Which is why perhaps the only public relations hiccup marring Beyoncé’s perfect “Formation” rollout is her appearance in Coldplay’s latest video “Hymn For The Weekend,” which was shot in India during the festival of Holi. Chris Martin and the other members of Coldplay are essentially themselves in the video—white dudes discovering India for the first time, as white dudes have done since the time of Marco Polo. Beyoncé plays an apparently Indian actress/singer, wearing some approximation of Indian clothes and doing an approximation of Indian dancing, and it’s so, so wrong. There’s an argument to be made about the video’s inclusion of the community it was filmed in, just as there is an argument to be made for the video’s inherent Orientalism. But to me personally, as an Indian-American, this debate is secondary to Beyoncé’s role in the video; I don’t expect Coldplay to get what it is to be a woman of color in a marginalized place in society, but I do expect, and hope, and believe, that Beyoncé would. “Formation” is an example of Beyoncé understanding of exactly how black women are simultaneously pigeonholed and powerful in American culture; she finds dozens of ways of adroitly turning the modes of oppression back on the oppressors. It’s devastating that she can’t see the same perspective for Indian women, especially in a video that appears to have given Coldplay free license to decorate their Super Bowl set with Indian-esque flourishes of color and flowers and drench the stadium in rainbows, as if in addition to having just discovered India, they also just discovered the spirit of the ‘60s. Indeed: From a purely marketing standpoint, her role in “Hymn For The Weekend” is strangely unmanaged, quite the opposite of the way she is so careful with her portrayal in “Formation.” Coldplay’s vision for “Hymn For The Weekend” is pretty, but ultimately incredibly bland. And as a result, Beyoncé, devoid of her own vision, shines so much less brightly.

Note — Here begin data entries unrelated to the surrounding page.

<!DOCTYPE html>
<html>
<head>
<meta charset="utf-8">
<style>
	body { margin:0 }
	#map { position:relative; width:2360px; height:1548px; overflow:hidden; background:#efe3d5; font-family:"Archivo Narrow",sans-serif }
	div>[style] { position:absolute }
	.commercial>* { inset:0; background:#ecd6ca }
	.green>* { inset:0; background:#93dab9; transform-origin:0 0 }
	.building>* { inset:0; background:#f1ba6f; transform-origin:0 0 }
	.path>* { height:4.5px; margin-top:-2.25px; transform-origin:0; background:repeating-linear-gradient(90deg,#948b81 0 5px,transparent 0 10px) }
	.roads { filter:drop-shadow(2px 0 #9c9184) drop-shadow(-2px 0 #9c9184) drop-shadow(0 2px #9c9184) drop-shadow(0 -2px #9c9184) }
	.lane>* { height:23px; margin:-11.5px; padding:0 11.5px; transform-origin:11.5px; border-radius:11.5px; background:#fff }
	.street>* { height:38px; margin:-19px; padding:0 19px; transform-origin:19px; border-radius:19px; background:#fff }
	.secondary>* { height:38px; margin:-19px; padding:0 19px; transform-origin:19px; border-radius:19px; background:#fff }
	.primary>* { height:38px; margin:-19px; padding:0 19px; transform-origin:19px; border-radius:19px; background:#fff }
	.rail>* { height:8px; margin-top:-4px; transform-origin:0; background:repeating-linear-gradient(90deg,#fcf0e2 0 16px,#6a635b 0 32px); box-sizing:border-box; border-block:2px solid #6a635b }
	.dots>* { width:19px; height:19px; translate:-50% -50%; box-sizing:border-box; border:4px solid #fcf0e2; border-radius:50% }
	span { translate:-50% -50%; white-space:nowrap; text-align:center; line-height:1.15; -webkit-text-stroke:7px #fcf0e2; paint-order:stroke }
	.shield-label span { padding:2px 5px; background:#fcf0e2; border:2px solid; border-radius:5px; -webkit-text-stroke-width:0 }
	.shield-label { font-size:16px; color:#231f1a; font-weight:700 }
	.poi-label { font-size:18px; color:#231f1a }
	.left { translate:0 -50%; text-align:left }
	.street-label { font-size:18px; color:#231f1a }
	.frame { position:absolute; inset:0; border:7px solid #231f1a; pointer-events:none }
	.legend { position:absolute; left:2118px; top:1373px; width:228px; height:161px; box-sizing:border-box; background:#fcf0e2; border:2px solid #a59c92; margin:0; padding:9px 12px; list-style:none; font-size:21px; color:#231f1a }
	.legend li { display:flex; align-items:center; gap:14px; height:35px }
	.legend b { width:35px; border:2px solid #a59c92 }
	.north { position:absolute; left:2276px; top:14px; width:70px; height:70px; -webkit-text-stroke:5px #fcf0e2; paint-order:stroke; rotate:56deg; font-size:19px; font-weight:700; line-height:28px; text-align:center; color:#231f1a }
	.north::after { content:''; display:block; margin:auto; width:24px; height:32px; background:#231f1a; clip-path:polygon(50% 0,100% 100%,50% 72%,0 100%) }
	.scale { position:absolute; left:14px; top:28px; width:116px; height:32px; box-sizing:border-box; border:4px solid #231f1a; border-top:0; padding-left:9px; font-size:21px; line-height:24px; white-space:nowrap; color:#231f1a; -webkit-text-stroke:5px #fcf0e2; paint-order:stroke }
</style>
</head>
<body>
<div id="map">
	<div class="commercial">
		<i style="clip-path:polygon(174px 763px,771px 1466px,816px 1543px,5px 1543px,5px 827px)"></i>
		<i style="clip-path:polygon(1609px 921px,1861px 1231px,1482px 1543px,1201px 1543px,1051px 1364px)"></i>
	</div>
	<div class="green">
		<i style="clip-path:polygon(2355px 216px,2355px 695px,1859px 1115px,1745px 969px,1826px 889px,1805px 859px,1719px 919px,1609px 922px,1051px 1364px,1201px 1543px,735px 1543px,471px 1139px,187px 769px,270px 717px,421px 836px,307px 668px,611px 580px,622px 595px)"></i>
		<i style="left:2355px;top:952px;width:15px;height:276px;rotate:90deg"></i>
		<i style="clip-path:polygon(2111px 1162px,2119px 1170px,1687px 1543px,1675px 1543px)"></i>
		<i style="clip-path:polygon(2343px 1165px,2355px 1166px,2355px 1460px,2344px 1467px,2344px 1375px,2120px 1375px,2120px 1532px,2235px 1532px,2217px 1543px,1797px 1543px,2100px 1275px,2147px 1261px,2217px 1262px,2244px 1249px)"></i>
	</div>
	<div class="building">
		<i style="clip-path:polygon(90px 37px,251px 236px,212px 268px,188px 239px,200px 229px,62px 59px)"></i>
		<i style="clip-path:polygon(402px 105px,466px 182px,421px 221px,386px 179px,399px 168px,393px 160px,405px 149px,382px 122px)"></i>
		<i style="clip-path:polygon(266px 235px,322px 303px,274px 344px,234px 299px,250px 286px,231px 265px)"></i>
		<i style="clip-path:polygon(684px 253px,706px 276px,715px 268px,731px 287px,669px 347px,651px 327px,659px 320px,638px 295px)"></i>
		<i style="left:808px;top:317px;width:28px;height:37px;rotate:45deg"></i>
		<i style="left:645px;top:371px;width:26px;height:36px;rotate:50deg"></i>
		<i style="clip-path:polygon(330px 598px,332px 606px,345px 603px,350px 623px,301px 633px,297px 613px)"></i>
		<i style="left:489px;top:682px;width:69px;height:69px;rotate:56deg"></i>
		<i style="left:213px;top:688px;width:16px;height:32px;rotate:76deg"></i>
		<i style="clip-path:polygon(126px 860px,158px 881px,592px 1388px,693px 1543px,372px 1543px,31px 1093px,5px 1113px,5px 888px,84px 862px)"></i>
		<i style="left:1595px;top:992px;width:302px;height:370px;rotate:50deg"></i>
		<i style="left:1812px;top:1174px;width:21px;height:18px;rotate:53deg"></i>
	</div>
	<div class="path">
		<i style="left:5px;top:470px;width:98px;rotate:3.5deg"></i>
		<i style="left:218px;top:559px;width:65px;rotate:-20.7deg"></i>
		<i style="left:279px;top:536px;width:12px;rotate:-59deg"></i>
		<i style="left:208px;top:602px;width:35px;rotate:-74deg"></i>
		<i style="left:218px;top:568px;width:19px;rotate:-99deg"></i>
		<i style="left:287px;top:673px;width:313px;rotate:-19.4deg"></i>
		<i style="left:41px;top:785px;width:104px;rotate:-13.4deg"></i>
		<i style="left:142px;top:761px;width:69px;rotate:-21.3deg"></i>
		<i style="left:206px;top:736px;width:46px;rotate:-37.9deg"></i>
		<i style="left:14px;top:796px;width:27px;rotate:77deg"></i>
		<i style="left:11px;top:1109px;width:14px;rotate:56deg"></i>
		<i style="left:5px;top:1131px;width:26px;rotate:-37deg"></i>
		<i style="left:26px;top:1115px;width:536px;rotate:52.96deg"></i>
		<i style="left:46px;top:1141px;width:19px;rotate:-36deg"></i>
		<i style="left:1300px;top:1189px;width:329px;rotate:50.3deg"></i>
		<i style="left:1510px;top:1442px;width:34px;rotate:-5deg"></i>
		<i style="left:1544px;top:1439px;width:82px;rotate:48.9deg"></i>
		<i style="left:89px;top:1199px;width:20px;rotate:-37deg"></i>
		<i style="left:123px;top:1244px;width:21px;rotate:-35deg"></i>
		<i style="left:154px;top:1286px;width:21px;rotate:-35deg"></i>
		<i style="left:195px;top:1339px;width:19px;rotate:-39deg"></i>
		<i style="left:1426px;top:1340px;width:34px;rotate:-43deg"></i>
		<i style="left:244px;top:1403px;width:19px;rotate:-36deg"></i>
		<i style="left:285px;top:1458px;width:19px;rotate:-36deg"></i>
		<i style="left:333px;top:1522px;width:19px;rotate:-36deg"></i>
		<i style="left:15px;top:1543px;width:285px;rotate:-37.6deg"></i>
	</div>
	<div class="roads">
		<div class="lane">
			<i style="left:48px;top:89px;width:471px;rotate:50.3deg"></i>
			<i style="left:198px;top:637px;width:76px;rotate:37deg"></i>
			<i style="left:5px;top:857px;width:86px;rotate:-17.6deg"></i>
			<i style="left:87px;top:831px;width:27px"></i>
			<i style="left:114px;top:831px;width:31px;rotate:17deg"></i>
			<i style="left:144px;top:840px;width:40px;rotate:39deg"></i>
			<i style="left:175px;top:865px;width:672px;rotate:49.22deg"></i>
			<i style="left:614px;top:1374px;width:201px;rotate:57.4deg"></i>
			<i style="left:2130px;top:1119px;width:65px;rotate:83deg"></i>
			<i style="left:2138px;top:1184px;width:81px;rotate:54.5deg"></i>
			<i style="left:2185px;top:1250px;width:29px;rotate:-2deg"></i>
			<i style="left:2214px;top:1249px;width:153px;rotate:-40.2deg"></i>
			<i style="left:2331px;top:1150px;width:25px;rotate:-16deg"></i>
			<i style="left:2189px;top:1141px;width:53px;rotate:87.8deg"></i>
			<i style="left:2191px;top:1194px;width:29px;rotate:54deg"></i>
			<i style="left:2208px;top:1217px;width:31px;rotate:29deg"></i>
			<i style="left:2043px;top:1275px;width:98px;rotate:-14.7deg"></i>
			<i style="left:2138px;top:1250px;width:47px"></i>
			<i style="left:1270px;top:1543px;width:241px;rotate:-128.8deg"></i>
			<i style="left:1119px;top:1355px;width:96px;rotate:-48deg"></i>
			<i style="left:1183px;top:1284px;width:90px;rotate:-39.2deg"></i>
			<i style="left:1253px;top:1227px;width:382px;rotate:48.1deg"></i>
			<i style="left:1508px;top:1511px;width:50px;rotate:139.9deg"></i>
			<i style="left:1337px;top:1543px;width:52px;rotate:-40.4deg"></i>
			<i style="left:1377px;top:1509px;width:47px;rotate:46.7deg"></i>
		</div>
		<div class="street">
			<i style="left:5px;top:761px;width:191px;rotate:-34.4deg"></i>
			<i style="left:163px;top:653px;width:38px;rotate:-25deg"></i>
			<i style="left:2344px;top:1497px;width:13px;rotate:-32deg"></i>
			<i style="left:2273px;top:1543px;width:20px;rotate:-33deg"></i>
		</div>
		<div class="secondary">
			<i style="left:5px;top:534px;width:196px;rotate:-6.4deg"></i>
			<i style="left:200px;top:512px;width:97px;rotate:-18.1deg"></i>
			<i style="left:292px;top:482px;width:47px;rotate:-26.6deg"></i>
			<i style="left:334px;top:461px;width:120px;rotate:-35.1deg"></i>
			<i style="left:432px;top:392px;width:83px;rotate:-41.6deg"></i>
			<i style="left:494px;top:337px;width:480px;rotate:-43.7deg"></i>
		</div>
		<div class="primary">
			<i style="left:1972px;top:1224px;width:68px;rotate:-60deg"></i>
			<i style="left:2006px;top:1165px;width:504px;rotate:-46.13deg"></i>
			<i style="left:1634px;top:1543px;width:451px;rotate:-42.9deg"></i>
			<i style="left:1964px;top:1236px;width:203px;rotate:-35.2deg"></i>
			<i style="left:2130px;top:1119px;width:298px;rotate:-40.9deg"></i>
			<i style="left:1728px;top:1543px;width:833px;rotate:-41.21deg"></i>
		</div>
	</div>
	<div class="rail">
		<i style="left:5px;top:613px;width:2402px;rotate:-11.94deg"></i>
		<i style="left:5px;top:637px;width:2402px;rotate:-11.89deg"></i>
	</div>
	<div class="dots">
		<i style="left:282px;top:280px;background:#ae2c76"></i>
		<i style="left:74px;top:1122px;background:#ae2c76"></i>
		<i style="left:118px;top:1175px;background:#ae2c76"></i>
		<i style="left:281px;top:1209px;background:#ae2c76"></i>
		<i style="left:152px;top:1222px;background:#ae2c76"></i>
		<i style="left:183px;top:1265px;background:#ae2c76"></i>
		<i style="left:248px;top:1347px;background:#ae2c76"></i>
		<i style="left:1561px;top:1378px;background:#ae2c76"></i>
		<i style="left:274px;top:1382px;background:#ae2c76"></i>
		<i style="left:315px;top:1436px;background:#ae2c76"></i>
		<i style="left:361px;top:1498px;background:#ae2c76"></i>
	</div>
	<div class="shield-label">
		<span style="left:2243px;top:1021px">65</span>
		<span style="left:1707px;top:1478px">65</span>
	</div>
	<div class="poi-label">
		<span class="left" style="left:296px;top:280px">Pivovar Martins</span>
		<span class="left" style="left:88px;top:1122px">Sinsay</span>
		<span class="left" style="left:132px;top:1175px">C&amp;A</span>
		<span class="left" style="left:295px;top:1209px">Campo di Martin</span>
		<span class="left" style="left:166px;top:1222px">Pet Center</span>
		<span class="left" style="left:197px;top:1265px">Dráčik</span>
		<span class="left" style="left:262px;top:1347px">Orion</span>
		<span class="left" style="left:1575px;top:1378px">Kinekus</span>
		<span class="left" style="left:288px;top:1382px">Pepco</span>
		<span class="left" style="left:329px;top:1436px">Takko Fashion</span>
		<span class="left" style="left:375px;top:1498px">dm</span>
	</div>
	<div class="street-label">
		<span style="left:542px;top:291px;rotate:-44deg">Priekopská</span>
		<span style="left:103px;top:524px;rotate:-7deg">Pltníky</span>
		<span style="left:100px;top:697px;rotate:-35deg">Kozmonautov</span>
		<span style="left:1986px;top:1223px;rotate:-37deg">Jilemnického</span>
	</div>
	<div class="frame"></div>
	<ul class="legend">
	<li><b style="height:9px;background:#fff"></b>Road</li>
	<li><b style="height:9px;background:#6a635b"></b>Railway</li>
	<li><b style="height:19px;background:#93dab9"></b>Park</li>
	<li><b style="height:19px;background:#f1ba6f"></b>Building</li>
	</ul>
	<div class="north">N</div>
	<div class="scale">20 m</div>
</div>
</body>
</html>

It takes a lot of skill to wield politics, identity, and artistry all at once. In “Hymn For The Weekend,” maybe for the first time in my memory, Beyoncé isn’t the titan of integrity and consideration that I have otherwise found her to be. To cope, I have entertained myself with some hypotheses. It is highly unlikely that Beyoncé had any notion of Coldplay’s music-video vision before recording “Hymn For The Weekend.” Apparently she did not go to India to film, so everything in the video is happening on a soundstage somewhere. And perhaps Beyoncé and Coldplay did not perform “Hymn For The Weekend” for some other reason besides Martin’s excuse in a press conference this weekend—which argued that the pair would not be performing the song because it “only just came out.” (I mean, tell that to “Formation.” I don’t know what discussions happened behind the scenes, but while performing, Martin essentially yielded the stage to her, in what seemed like a necessary and even obvious act of deference.)

For someone who is a master of personal branding and careful vision—who recorded an entire album and videos for each, in secret, and then dropped them all simultaneously in a total inversion of the rest of the music industry—“Formation”’s rollout is a well-oiled machine with a weird sputter right at the beginning. Beyoncé took back the narrative with the Super Bowl, and hopefully, she won’t lose hold of it anytime soon.